Identifiers
- Symbol: GTF2H1
- Alt. symbols: BTF2
- NCBI gene: 2965
- HGNC: 4655
- OMIM: 189972
- RefSeq: NM_005316
- UniProt: P32780

Other data
- Locus: Chr. 11 p15.1-p14

Search for
- Structures: Swiss-model
- Domains: InterPro

= Transcription factor II H =

Protein complex

Transcription factor II H (TF_{II}H) is a multi-subunit protein complex involved in both the transcription of protein-coding genes and the nucleotide excision repair (NER) pathway. TF_{II}H was first identified in 1989 as general transcription factor-δ or basic transcription factor 2, an essential factor for transcription in vitro. It was subsequently isolated from yeast and officially named TF_{II}H in 1992.

TF_{II}H is composed of ten subunits. Seven of these—ERCC2/XPD, ERCC3/XPB, GTF2H1/p62, GTF2H4/p52, GTF2H2/p44, GTF2H3/p34, and GTF2H5/TTDA—constitute the core complex. The remaining three subunits—CDK7, MAT1, and cyclin H—form the cyclin-activating kinase (CAK) subcomplex, which is tethered to the core via the XPD protein. Among the core subunits, ERCC2/XPD and ERCC3/XPB possess helicase and ATPase activities and are essential for unwinding DNA to form the transcription bubble. These activities are necessary during transcription in vitro only when the DNA template is not already denatured or is supercoiled.

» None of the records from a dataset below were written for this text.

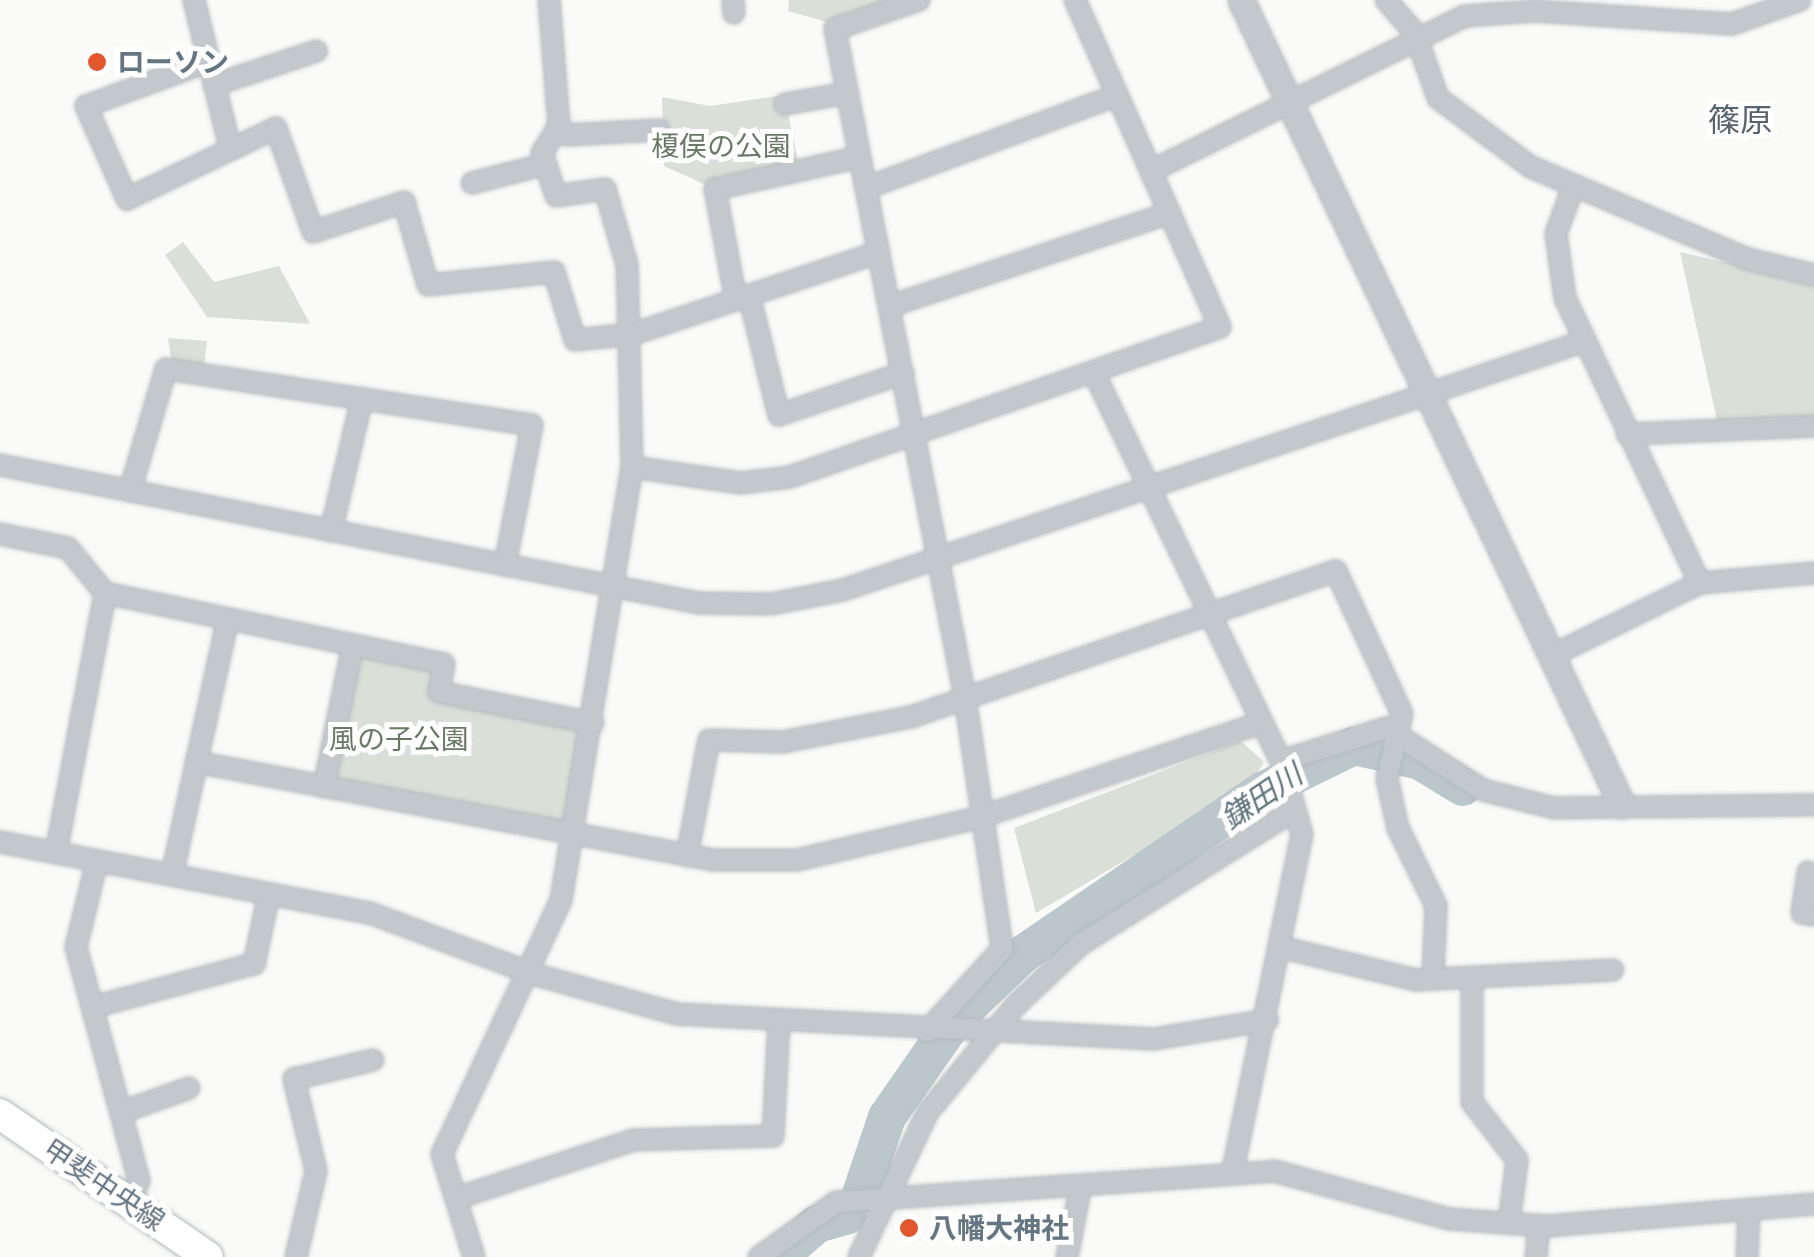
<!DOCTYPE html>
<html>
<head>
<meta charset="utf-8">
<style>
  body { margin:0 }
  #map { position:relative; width:1814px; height:1257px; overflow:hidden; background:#fafaf8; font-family:Montserrat,"Noto Sans JP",sans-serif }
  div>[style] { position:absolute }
  .green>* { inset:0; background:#dadfd7 }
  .river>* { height:38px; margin:-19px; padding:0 19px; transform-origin:19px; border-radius:19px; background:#bbc7cb }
  .roads { filter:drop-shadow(0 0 2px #b5babe) drop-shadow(0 0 2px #b5babe) }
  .minor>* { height:20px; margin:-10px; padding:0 10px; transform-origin:10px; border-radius:10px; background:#c3c8cc }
  .tertiary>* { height:25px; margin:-12.5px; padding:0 12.5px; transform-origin:12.5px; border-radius:12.5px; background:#c3c8cc }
  .primary>* { height:30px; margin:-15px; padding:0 15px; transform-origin:15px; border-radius:15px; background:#fff }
  .dots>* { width:28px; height:28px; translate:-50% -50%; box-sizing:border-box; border:5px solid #fff; border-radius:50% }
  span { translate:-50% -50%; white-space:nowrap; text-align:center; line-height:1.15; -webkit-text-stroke:10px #fff; paint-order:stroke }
  .poi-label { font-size:28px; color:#657683; font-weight:700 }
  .left { translate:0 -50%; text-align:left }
  .park-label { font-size:28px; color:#687a64 }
  .street-label { font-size:28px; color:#657683 }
  .water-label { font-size:30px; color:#60757c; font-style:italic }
  .quarter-label { font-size:32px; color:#57646e }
</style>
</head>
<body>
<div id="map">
  <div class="green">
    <i style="clip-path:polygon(789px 0,909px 0,834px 24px,788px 11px)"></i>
    <i style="clip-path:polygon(784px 95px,799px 165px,715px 189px,664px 166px,662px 97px,710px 106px)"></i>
    <i style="clip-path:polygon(183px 242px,214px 282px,279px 266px,310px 324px,207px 317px,165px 255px)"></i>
    <i style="clip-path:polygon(1680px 252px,1814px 283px,1814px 420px,1718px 425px)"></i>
    <i style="clip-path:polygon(168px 338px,207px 341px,203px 375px,172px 366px)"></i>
    <i style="clip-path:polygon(351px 652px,434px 670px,436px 693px,588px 726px,569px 831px,335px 786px)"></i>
    <i style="clip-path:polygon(1241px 741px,1264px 762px,1249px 787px,1036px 913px,1014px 828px)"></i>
  </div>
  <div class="river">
    <i style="left:861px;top:1194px;width:81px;rotate:-71.3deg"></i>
    <i style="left:887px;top:1117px;width:121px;rotate:-55.1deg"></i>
    <i style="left:956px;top:1018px;width:93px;rotate:-43.7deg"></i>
    <i style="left:1023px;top:954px;width:289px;rotate:-34.3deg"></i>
    <i style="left:1262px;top:791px;width:102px;rotate:-26.1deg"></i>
    <i style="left:1354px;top:746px;width:68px;rotate:12.8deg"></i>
    <i style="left:1420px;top:761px;width:50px;rotate:31.2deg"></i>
    <i style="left:779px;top:1257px;width:50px;rotate:-41deg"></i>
    <i style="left:817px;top:1224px;width:32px;rotate:-16deg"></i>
  </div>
  <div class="roads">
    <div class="minor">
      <i style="left:194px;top:0;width:148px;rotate:76.3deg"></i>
      <i style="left:733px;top:0;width:13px;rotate:86deg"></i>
      <i style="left:919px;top:0;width:89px;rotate:161deg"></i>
      <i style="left:835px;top:29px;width:681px;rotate:78.99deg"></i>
      <i style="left:965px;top:697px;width:255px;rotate:81.6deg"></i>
      <i style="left:1002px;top:949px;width:111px;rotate:132.4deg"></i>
      <i style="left:1386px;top:0;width:44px;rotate:48.7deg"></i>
      <i style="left:1415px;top:33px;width:69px;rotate:70.5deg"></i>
      <i style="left:1438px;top:98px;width:116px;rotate:36.6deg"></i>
      <i style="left:1531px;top:167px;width:236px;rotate:23deg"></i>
      <i style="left:1748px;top:259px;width:68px;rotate:13.6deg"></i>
      <i style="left:209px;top:61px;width:131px;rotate:159.9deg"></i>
      <i style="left:86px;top:106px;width:102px;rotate:66.2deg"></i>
      <i style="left:127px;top:199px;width:165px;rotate:-25.5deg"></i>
      <i style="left:276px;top:128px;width:110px;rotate:70.4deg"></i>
      <i style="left:313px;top:232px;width:96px;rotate:-18.2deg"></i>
      <i style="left:404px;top:202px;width:86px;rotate:73.9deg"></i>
      <i style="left:428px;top:285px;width:127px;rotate:-5.9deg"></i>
      <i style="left:554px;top:272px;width:71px;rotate:72.8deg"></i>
      <i style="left:575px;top:340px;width:58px;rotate:-5.9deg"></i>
      <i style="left:633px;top:334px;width:259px;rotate:-18.4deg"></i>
      <i style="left:214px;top:85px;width:108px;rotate:-18.3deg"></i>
      <i style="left:785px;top:104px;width:64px;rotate:-9.9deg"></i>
      <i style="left:559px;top:126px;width:11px;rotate:52deg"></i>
      <i style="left:566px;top:135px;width:93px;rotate:-3.1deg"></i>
      <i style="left:1151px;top:171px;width:350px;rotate:-26.3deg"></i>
      <i style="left:1465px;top:16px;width:70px;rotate:-4.1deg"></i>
      <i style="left:1535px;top:11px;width:197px;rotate:3.8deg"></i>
      <i style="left:1732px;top:24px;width:72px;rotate:-19.4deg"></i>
      <i style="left:472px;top:183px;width:76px;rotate:-14.4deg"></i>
      <i style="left:1573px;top:187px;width:50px;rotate:109.9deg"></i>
      <i style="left:1556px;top:234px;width:65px;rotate:82deg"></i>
      <i style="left:1565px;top:298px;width:315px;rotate:64.7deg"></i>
      <i style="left:866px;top:188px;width:268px;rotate:-20.3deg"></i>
      <i style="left:749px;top:295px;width:124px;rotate:76deg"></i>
      <i style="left:779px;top:415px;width:131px;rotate:-18.7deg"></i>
      <i style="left:736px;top:300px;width:113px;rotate:-100.7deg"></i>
      <i style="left:715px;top:189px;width:148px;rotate:-12.4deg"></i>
      <i style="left:890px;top:306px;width:295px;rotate:-18.4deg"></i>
      <i style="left:1094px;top:373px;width:431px;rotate:64.3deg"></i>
      <i style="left:1281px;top:761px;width:76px;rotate:74deg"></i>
      <i style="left:1302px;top:834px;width:347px;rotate:101.6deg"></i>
      <i style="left:1627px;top:434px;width:187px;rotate:-2.4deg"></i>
      <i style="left:0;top:465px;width:712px;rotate:11.18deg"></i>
      <i style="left:698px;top:603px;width:73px;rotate:0.8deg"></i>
      <i style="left:771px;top:604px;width:73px;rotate:-11deg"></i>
      <i style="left:843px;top:590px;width:780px;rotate:-18.55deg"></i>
      <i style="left:632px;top:467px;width:109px;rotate:8.4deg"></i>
      <i style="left:740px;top:483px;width:50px;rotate:-6.8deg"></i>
      <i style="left:790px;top:477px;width:455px;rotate:-19.2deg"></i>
      <i style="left:1220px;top:327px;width:358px;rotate:-113.9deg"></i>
      <i style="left:130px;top:491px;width:127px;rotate:-73.6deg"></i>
      <i style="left:166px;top:369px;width:370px;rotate:8.7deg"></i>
      <i style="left:532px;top:425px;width:143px;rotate:100.9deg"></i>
      <i style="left:331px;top:531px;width:136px;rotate:-76.8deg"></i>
      <i style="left:0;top:534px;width:69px;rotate:11.6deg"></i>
      <i style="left:68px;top:548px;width:58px;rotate:50.6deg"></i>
      <i style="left:105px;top:593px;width:346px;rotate:11.8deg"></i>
      <i style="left:444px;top:664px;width:28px;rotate:100deg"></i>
      <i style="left:439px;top:692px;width:157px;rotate:11.4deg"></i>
      <i style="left:1553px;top:655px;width:164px;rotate:-26.1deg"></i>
      <i style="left:1700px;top:583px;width:114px;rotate:-5deg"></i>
      <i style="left:1281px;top:761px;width:110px;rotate:-17.4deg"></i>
      <i style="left:1386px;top:728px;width:115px;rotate:32.6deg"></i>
      <i style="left:1483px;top:790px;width:73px;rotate:14.2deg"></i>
      <i style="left:1554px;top:808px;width:260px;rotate:-0.7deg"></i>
      <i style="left:196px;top:762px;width:526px;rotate:10.73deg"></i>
      <i style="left:713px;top:860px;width:84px"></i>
      <i style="left:797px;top:860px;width:186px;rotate:-13.1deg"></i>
      <i style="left:978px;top:818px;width:299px;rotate:-18.6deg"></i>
      <i style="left:324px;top:787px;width:145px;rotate:-78.5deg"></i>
      <i style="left:0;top:842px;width:377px;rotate:10.9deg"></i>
      <i style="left:370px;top:913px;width:174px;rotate:20.5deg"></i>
      <i style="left:533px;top:974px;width:149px;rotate:15.5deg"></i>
      <i style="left:677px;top:1014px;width:478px;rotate:3deg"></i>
      <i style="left:1154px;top:1039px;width:115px;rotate:-9.5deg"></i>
      <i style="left:56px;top:853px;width:265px;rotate:-79.3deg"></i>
      <i style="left:687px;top:856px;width:118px;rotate:-79.3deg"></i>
      <i style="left:709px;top:740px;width:74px;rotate:1.5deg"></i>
      <i style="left:783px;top:742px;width:130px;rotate:-11.1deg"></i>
      <i style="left:911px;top:717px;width:449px;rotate:-19deg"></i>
      <i style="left:1336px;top:571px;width:157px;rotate:65.2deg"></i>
      <i style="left:1402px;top:714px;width:66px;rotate:103.2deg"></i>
      <i style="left:1387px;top:778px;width:51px;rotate:77.6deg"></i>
      <i style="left:1398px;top:828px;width:87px;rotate:64deg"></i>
      <i style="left:1436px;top:906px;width:73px;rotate:92.4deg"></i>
      <i style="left:97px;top:861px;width:89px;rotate:103.7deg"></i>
      <i style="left:76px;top:947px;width:242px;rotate:74.9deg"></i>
      <i style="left:139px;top:1181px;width:23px;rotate:115deg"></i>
      <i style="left:1808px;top:872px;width:41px;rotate:98.3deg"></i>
      <i style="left:1802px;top:913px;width:12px;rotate:9deg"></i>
      <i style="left:172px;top:875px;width:262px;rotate:-77.7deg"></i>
      <i style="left:1284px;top:948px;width:136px;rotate:13.6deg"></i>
      <i style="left:1416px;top:980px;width:197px;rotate:-2.9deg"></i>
      <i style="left:1472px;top:977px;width:125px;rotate:90deg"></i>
      <i style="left:1472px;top:1102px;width:73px;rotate:52.2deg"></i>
      <i style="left:1517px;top:1160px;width:64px;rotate:97.2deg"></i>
      <i style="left:93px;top:1007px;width:167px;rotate:-15deg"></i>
      <i style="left:254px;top:964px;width:72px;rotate:-77.9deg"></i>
      <i style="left:122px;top:1112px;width:71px;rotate:-19.7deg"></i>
      <i style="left:457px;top:1198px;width:185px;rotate:-18.2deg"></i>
      <i style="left:633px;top:1140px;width:140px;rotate:-1.6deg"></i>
      <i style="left:773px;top:1136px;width:113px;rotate:-87deg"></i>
      <i style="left:296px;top:1257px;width:88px;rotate:-76.9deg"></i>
      <i style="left:316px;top:1171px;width:95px;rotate:-103.4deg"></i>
      <i style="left:294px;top:1079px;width:81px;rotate:-13.5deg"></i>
      <i style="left:474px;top:1257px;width:108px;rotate:-107.3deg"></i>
      <i style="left:442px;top:1154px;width:280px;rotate:-64.9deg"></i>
      <i style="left:561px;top:900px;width:439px;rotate:-80.7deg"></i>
      <i style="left:632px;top:467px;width:202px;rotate:-91.4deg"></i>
      <i style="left:627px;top:265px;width:79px;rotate:-106.1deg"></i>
      <i style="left:605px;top:189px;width:49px;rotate:171.9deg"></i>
      <i style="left:556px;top:196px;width:45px;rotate:-108deg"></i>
      <i style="left:542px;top:153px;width:32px;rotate:-58deg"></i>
      <i style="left:559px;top:126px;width:126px;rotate:-94.5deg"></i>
      <i style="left:759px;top:1257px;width:95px;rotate:-35.5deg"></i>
      <i style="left:836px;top:1202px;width:439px;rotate:-4deg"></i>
      <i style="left:1274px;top:1171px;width:182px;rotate:15.3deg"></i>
      <i style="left:1450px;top:1219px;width:97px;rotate:4.1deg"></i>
      <i style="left:1547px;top:1226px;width:268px;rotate:-4.7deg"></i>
      <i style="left:859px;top:1257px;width:161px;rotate:-64.6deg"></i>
      <i style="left:928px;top:1112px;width:139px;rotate:-50.6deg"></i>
      <i style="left:1016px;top:1005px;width:89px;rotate:-43.2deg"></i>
      <i style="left:1081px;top:944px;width:252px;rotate:-32.1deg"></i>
      <i style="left:1067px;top:1257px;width:68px;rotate:-79deg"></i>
      <i style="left:1536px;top:1257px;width:32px;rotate:-85deg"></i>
      <i style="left:1747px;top:1257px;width:47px;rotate:-87.6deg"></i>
    </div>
    <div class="tertiary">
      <i style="left:1241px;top:0;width:891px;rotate:64.67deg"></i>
    </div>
    <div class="primary">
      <i style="left:0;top:1114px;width:252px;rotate:34.5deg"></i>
    </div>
  </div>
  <div class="dots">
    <i style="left:97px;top:62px;background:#e4572e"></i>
    <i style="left:909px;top:1228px;background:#e4572e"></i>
  </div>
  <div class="poi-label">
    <span class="left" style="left:117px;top:62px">ローソン</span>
    <span class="left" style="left:929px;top:1228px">八幡大神社</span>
  </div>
  <div class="park-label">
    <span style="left:721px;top:146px">榎俣の公園</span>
    <span style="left:399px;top:739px">風の子公園</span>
  </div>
  <div class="street-label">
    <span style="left:104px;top:1185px;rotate:34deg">甲斐中央線</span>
  </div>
  <div class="water-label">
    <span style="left:1262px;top:797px;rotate:-34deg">鎌田川</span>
  </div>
  <div class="quarter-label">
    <span style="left:1740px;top:120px">篠原</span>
  </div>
</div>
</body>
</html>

The CAK subunits, CDK7 and cyclin H, are responsible for the phosphorylation of serine residues in the C-terminal domain of RNA polymerase II, as well as potentially other targets involved in the cell cycle. In addition to its essential role in transcription initiation, TF_{II}H also plays a critical part in nucleotide excision repair.

== History ==
Before being designated as TF_{II}H, the complex was known by several names. It was first isolated in 1989 from rat liver and referred to as transcription factor δ. When identified in cancer cells, it was called basic transcription factor 2, and when isolated from yeast, it was known as transcription factor B. The complex was officially named TF_{II}H in 1992.

== Structure ==

TF_{II}H is a ten‐subunit complex; seven of these subunits comprise the "core" whereas three comprise the dissociable "CAK" (CDK-activating Kinase) module. The core consists of subunits XPB, XPD, p62, p52, p44, p34 and p8 while CAK is composed of CDK7, cyclin H, and MAT1.

== Function ==
General functions of TF_{II}H include:

1. Initiating transcription of protein-coding genes
2. Repairing DNA

=== Gene transcription ===

TF_{II}H is a general transcription factor that helps recruit RNA polymerase II (Pol II) to gene promoters. It acts as a DNA translocase, sliding along the DNA while feeding it into the RNA polymerase II cleft, thereby generating torsional strain that facilitates local DNA unwinding.
TF_{II}H also plays a critical role in nucleotide excision repair (NER), where it unwinds DNA at sites of damage following lesion recognition by either the global genome repair (GGR) or transcription-coupled repair (TCR) pathway.

=== DNA repair ===

Mechanism of TF_{II}H repairing DNA damaged sequence

TF_{II}H participates in nucleotide excision repair (NER) by opening the DNA double helix after damage is initially recognized. NER is a multi-step pathway that removes a wide range of different types of damage that distort normal base pairing, including bulky chemical damage and UV-induced damage. Individuals with mutational defects in genes specifying protein components that catalyze the NER pathway, including the TF_{II}H components, often display features of premature aging.

== Clinical significance ==

=== Trichothiodystrophy ===

Mutation in genes (XPB), (XPD) or (TTDA) cause trichothiodystrophy, a condition characterized by photosensitivity, ichthyosis, brittle hair and nails, intellectual impairment, decreased fertility and/or short stature.

=== Cancer ===
Genetic polymorphisms of genes that encode subunits of TF_{II}H are known to be associated with increased cancer susceptibility in many tissues, e.g. skin tissue, breast tissue and lung tissue. Mutations in the subunits (such as XPD and XPB) can lead to a variety of diseases, including xeroderma pigmentosum (XP) or XP combined with Cockayne syndrome.

=== Viral infection ===

Virus-encoded proteins target TF_{II}H.

=== Inhibitors ===
Potent, bioactive natural products such as triptolide, which inhibit mammalian transcription by targeting the XPB subunit of the general transcription factor TF_{II}H, have recently been developed as glucose conjugates to selectively target hypoxic cancer cells with elevated glucose transporter expression.